De Europese baars of Roodvinbaars behoort tot de echte baarzen. De soort komt voor in bredere sloten, meren, kanalen, grachten en langzaam tot gematigd stromende (tot maximaal 0,5 m/s) rivieren. Plekken met sneller stromend water (zoals bijvoorbeeld in de Ardennen) worden vermeden. De baars verdraagt een hoger zoutgehalte en komt ook voor in licht brakwater. Perca fluviatilis is een zichtjager en heeft een voorkeur voor relatief helder water. In minder helder water kan de baars ook leven, echter dan kan het vaak de voedselconcurrentie met de Snoekbaars niet aan.

Het lichaam is hoog gewelfd en voorzien van twee rugvinnen. Een klein vlies verbindt de rugvinnen aan elkaar. Aan het einde van de eerste rugvin, met 12-17 stekelige vinstralen, bevindt zich een kenmerkende zwarte vlek. De staartvin is licht gevorkt. Het lichaam is messing tot olijfgroen van kleur en bedekt met 5-8 donkere, dwarslopende strepen en een witachtige buik. De buikvinnen en de achtervin zijn roodachtig tot rood. De ogen zijn geel tot groen. De bek is uitstulpbaar, en de ogen zijn vrij groot. Op het kieuwdeksel zit een stevige stekel. De kaken zijn voorzien van veel kleine tandjes. Over het algemeen geldt dat in ondiep water, met een hoge mate van lichtpenetratie, de baars donkerder is gekleurd. Baarzen in kanalen en meren neigen meer dan een messing-groene tint.
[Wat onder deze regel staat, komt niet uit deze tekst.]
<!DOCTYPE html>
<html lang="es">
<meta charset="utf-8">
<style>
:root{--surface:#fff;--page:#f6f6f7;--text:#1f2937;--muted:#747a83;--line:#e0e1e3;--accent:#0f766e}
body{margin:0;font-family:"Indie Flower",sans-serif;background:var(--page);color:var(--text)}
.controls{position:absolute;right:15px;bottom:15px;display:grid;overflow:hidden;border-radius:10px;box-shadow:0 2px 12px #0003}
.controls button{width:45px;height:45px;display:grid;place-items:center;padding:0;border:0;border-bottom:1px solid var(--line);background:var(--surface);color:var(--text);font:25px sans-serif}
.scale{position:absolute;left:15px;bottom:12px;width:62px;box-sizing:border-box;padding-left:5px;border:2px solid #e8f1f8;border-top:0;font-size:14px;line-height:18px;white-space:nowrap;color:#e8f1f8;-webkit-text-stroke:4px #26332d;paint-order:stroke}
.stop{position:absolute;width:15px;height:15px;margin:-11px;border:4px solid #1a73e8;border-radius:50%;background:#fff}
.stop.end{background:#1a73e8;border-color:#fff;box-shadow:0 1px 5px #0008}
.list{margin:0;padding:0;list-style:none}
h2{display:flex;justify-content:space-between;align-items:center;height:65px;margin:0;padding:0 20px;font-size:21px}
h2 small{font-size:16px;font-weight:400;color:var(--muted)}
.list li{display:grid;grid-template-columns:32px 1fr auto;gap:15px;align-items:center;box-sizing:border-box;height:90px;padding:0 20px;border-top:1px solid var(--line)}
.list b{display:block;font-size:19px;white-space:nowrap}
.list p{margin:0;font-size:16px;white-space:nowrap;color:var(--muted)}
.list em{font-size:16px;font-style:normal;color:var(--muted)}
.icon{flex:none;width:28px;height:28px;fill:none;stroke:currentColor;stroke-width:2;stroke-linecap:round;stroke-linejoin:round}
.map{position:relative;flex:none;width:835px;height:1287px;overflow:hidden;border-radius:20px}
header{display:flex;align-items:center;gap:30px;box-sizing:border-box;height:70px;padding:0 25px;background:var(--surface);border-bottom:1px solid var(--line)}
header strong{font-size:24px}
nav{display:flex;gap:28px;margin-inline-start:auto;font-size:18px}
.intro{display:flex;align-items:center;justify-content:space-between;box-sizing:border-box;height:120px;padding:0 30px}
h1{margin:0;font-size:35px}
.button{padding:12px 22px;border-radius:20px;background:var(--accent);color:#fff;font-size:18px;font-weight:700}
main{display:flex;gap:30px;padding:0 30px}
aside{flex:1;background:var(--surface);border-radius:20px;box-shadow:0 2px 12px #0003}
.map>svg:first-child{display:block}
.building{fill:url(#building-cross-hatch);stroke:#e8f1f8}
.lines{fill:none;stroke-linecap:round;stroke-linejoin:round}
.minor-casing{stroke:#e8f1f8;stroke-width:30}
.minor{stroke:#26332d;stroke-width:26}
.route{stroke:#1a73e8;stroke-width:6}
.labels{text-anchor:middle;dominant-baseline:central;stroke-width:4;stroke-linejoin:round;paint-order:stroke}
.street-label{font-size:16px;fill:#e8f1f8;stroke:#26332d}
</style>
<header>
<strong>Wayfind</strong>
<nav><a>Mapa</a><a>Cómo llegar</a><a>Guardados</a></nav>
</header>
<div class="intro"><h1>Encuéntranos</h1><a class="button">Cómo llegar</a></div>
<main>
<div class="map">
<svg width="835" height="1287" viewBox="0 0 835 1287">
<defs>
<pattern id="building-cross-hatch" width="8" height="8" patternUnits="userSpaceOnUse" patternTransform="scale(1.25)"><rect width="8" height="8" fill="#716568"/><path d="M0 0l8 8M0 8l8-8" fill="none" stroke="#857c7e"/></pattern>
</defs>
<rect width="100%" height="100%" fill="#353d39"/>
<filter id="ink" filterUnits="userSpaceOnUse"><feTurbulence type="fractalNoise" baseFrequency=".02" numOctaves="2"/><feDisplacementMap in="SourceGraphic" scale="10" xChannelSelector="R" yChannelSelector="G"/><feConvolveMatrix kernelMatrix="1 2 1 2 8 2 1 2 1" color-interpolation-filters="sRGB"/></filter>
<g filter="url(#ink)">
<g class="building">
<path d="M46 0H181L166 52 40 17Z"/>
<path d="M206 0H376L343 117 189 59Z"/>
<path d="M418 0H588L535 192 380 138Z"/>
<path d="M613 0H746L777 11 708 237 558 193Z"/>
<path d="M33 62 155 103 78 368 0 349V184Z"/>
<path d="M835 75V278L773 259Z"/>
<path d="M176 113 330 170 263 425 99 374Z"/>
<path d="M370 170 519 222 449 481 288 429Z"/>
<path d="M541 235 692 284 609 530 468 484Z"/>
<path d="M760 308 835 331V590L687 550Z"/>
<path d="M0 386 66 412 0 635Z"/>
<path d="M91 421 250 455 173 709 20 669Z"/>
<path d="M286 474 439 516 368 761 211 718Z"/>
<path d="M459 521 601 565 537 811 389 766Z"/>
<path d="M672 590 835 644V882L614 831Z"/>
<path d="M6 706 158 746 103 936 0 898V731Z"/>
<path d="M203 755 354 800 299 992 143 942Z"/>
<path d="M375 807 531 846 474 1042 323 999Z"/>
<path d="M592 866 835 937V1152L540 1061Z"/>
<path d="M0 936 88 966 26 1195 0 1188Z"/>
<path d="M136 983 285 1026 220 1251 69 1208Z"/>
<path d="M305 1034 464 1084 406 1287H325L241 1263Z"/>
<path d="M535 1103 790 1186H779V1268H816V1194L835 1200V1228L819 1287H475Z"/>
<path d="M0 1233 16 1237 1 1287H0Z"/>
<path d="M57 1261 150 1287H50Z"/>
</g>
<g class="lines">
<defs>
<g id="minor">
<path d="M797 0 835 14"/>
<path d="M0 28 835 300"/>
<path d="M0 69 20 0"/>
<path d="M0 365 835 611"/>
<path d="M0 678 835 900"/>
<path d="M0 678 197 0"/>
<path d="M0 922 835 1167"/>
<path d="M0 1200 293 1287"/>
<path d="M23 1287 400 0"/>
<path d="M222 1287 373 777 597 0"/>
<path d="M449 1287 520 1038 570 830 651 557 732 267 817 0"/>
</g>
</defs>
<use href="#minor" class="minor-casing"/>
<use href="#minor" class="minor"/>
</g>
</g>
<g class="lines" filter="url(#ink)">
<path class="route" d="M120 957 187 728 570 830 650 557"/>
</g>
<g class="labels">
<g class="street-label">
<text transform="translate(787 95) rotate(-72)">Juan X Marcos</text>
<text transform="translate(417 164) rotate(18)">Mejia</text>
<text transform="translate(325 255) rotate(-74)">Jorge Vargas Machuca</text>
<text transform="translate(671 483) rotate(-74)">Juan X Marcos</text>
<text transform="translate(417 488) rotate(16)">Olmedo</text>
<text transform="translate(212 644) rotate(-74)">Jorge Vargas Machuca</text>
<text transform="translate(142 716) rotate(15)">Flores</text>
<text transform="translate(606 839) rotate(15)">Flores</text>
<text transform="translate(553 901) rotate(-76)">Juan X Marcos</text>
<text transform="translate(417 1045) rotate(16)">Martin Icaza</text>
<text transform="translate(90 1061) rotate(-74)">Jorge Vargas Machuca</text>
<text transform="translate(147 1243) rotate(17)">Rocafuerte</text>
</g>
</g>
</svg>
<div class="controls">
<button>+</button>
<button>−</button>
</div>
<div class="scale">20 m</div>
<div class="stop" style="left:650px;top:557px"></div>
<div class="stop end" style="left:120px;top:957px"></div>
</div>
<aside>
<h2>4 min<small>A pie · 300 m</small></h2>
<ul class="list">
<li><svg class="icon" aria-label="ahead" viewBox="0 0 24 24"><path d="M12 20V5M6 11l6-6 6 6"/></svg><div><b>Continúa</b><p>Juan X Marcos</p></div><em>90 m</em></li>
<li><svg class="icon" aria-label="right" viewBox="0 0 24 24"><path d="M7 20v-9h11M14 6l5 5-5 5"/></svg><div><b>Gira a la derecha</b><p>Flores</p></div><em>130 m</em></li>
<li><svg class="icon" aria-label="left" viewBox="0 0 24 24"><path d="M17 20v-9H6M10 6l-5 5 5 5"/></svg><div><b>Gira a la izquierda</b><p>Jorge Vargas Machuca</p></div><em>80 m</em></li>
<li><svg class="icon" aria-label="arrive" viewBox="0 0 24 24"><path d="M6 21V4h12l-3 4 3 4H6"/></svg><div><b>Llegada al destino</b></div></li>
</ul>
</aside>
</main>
Hoewel een maximaal formaat van 60 centimeter is waargenomen, halen de meest baarzen maximaal 25-45 centimeter. In noordelijke gebieden groeit de baars iets langzamer en worden ze ouder. Indien de biomassa baars lokaal te hoog is stagneert de groei en blijven ze kleiner. Voedselconcurrenten voor kleine baars zijn naast de soortgenoten name de Blankvoorn en voor grotere baars de Snoekbaars.

Geslachtsonderscheid is erg moeilijk waar te nemen. De vrouw is iets dikker en de man is in gelijke omstandigheden iets contractrijker gekleurd. De baars wordt maximaal 21 jaar oud. De meeste exemplaren halen echter maximaal 11-12 jaar in optimale omstandigheden, zijnde de wat koudere noordelijke gebieden. In het warmere zuiden is dat maximaal 6-7 jaar. In het IJsselmeer bedraagt de maximale leeftijd zelfs 6 jaar. Vrouwen worden gemiddeld ouder dan mannen.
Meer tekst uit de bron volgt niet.